ACTIVITY:
Search the material for the string "look", then return every line where it is found.

------ MATERIAL FOR THIS TASK ------

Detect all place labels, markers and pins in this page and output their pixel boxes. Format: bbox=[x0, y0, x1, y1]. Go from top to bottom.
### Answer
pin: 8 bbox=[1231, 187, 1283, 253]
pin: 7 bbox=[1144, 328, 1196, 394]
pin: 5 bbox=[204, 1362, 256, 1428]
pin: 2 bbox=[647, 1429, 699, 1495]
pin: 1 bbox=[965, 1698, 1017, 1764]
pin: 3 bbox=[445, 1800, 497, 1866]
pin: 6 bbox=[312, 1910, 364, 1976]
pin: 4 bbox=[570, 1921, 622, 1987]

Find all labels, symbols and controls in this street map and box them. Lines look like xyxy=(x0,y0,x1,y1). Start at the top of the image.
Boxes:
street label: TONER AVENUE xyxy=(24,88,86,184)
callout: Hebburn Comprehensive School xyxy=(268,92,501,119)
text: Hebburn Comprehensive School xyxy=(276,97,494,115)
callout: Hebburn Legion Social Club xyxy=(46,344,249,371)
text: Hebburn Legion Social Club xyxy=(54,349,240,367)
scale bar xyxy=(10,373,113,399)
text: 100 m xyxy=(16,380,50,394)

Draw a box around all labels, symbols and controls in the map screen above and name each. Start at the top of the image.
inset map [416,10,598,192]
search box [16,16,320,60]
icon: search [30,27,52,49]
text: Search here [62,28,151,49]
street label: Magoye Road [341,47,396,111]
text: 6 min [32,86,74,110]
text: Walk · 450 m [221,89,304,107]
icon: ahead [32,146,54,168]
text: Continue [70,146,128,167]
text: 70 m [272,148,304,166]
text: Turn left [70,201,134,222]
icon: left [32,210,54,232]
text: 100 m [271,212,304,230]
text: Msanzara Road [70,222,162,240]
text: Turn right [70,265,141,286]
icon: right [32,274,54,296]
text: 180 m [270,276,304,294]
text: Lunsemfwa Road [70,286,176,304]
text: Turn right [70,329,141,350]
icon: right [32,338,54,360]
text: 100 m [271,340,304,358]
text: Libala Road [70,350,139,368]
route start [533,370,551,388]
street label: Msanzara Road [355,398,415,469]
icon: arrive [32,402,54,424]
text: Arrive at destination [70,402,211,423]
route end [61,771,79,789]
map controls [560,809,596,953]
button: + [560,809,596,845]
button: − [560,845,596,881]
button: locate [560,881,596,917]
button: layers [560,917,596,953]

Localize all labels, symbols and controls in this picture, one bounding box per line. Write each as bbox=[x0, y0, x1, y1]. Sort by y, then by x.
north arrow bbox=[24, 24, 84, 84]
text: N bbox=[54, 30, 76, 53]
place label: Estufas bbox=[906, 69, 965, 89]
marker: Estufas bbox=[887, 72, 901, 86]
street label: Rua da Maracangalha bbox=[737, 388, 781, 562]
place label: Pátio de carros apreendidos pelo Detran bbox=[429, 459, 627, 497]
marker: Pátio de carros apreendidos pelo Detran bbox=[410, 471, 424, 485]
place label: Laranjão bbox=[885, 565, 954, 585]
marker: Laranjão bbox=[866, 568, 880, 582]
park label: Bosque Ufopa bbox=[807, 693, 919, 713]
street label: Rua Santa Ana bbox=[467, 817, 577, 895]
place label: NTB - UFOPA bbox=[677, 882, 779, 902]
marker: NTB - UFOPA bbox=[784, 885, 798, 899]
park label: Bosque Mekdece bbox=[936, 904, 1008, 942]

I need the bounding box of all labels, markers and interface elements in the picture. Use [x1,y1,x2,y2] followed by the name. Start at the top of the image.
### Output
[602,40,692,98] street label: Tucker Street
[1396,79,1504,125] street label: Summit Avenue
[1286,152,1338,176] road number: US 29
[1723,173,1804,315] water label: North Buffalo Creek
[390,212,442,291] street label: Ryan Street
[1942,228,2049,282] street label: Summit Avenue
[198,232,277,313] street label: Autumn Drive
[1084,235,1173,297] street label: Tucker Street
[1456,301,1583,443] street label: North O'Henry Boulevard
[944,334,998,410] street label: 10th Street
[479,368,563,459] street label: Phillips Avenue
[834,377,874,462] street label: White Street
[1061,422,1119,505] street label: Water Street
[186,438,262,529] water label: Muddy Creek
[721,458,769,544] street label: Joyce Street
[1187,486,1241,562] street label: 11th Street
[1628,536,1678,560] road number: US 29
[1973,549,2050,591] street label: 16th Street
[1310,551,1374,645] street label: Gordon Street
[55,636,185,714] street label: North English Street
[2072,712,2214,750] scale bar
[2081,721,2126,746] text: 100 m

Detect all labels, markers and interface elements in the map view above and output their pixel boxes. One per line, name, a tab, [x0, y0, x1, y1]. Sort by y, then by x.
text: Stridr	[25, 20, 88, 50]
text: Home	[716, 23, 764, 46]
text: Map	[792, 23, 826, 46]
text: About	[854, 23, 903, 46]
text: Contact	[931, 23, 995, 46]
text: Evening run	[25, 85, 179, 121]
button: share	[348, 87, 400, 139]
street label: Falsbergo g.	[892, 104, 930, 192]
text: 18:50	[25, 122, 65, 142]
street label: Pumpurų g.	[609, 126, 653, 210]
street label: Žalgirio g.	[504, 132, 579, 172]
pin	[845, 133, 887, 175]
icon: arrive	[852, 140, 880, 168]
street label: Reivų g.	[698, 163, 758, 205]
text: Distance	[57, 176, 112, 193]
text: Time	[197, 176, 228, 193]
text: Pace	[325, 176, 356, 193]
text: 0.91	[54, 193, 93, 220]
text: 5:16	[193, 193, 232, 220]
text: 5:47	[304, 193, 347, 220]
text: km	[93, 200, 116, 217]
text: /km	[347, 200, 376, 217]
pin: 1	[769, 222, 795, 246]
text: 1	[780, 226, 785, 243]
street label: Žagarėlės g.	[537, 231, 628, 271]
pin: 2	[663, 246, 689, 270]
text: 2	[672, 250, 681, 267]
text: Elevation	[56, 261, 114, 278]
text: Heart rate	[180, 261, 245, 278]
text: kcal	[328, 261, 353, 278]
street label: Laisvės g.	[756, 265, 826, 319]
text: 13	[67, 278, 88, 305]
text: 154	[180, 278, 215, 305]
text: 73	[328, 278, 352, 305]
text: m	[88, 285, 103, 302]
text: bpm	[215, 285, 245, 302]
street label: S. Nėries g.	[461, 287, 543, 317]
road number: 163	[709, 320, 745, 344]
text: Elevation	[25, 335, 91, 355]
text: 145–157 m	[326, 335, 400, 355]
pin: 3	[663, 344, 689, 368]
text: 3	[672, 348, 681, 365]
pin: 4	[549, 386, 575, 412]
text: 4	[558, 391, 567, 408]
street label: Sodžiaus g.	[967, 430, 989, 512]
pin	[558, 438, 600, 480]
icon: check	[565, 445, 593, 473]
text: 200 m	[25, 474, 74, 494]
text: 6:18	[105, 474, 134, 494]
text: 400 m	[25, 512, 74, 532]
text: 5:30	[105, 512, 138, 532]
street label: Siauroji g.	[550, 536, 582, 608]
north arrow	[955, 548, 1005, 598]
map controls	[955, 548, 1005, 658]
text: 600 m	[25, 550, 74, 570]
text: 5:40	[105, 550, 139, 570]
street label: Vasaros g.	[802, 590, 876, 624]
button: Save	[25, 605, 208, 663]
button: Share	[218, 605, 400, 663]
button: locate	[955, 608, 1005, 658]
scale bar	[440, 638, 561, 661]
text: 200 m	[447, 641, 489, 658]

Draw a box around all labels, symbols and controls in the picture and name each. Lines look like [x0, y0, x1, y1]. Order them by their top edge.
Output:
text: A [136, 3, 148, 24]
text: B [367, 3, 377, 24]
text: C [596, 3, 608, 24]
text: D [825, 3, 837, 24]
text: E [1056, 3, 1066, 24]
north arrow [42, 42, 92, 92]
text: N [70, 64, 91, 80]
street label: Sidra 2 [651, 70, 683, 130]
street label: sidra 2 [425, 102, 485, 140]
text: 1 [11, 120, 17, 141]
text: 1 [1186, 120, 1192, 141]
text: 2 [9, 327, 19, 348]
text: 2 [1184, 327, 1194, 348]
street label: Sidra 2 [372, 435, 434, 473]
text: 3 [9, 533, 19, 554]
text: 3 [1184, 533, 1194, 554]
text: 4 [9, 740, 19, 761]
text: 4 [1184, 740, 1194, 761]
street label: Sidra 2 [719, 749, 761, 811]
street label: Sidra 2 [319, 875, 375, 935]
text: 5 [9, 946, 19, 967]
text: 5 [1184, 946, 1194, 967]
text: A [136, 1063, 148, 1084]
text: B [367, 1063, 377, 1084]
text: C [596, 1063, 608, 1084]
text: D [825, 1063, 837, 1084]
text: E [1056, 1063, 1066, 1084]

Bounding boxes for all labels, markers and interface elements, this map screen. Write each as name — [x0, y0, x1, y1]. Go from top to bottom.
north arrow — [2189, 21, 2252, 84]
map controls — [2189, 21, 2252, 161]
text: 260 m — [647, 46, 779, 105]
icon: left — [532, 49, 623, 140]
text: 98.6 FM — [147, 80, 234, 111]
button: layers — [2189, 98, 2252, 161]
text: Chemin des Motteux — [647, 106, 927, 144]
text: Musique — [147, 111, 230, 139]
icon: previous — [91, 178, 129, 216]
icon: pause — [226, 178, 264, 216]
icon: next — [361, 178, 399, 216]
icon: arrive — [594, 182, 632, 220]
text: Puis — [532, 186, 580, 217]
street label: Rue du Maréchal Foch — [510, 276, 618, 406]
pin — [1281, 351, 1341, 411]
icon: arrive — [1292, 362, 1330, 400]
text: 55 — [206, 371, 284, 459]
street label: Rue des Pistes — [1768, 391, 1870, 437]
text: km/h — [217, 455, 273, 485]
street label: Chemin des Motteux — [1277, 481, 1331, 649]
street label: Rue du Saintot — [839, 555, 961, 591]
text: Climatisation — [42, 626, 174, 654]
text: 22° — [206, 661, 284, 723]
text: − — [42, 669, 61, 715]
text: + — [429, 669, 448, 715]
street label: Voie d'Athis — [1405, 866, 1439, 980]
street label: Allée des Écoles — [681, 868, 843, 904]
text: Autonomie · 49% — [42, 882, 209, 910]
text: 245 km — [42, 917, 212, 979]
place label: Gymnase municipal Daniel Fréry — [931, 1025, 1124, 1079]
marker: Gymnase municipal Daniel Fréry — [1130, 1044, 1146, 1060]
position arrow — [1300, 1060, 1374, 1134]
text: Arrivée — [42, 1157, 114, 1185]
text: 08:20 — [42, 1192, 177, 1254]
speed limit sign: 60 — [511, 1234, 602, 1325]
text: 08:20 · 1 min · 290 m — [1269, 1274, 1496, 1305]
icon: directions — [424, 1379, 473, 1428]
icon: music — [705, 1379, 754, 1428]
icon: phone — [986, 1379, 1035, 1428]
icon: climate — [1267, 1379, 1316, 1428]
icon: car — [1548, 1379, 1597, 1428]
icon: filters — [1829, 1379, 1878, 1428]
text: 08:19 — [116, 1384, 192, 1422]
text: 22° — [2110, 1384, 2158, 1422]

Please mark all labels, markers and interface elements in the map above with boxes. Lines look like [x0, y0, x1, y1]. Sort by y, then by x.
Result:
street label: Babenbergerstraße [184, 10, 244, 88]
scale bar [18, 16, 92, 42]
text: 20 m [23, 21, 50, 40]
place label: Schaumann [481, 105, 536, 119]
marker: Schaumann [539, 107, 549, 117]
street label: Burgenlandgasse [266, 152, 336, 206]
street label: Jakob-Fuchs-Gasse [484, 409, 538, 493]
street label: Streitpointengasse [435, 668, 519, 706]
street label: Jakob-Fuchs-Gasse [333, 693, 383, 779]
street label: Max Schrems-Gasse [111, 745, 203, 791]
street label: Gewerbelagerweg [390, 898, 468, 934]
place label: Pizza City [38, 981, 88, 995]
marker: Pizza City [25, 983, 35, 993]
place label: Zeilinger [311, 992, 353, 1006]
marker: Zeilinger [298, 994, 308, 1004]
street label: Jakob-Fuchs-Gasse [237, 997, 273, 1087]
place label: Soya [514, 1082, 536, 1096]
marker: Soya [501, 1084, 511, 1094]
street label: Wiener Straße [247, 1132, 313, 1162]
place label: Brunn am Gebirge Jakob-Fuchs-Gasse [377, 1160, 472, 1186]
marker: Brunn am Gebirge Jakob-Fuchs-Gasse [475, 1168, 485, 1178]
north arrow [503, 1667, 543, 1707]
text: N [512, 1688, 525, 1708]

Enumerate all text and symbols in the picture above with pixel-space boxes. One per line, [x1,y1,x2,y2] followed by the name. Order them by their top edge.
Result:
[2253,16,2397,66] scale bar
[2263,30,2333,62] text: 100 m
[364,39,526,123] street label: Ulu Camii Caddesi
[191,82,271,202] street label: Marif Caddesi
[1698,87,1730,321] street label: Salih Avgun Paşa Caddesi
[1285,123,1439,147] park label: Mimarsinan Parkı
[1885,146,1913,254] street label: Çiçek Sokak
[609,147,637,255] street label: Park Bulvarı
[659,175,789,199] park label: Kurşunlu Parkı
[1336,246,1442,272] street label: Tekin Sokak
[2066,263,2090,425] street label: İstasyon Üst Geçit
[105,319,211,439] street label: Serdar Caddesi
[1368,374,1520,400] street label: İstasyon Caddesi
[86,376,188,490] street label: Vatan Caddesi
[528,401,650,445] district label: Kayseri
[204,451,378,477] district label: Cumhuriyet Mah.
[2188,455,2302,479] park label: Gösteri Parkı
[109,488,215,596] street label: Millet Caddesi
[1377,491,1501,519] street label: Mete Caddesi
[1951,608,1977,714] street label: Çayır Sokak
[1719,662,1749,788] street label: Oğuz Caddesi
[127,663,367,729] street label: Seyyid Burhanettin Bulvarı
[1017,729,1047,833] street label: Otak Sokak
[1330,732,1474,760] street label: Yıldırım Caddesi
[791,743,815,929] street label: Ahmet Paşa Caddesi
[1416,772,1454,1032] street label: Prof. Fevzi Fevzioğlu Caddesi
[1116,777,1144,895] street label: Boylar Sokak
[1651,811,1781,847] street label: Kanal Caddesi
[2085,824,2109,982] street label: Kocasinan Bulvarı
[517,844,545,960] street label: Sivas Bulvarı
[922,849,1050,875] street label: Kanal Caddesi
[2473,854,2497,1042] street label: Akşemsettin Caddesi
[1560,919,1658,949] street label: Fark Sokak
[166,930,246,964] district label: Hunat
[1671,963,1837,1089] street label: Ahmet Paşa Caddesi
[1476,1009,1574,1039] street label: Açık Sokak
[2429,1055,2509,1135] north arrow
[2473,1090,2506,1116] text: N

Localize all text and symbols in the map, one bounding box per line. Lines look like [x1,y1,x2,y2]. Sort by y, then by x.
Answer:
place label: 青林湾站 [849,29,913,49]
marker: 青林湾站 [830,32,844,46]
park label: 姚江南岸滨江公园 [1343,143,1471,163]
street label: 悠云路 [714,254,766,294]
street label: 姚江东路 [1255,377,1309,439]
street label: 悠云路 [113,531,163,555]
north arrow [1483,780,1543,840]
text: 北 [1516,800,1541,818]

------

RESPONSE:
Find all labels, symbols and controls in this street map and box them. Lines look like xyxy=(x0,y0,x1,y1). Start at the top of the image.
Draw a box around all labels, symbols and controls in the picture and name each. Lines look like [x0, y0, x1, y1]. Order them by their top edge.
Please mark all labels, markers and interface elements in the map above with boxes. Lines look like [x0, y0, x1, y1]. Sort by y, then by x.
Localize all text and symbols in the map, one bounding box per line. Lines look like [x1,y1,x2,y2]. Sort by y, then by x.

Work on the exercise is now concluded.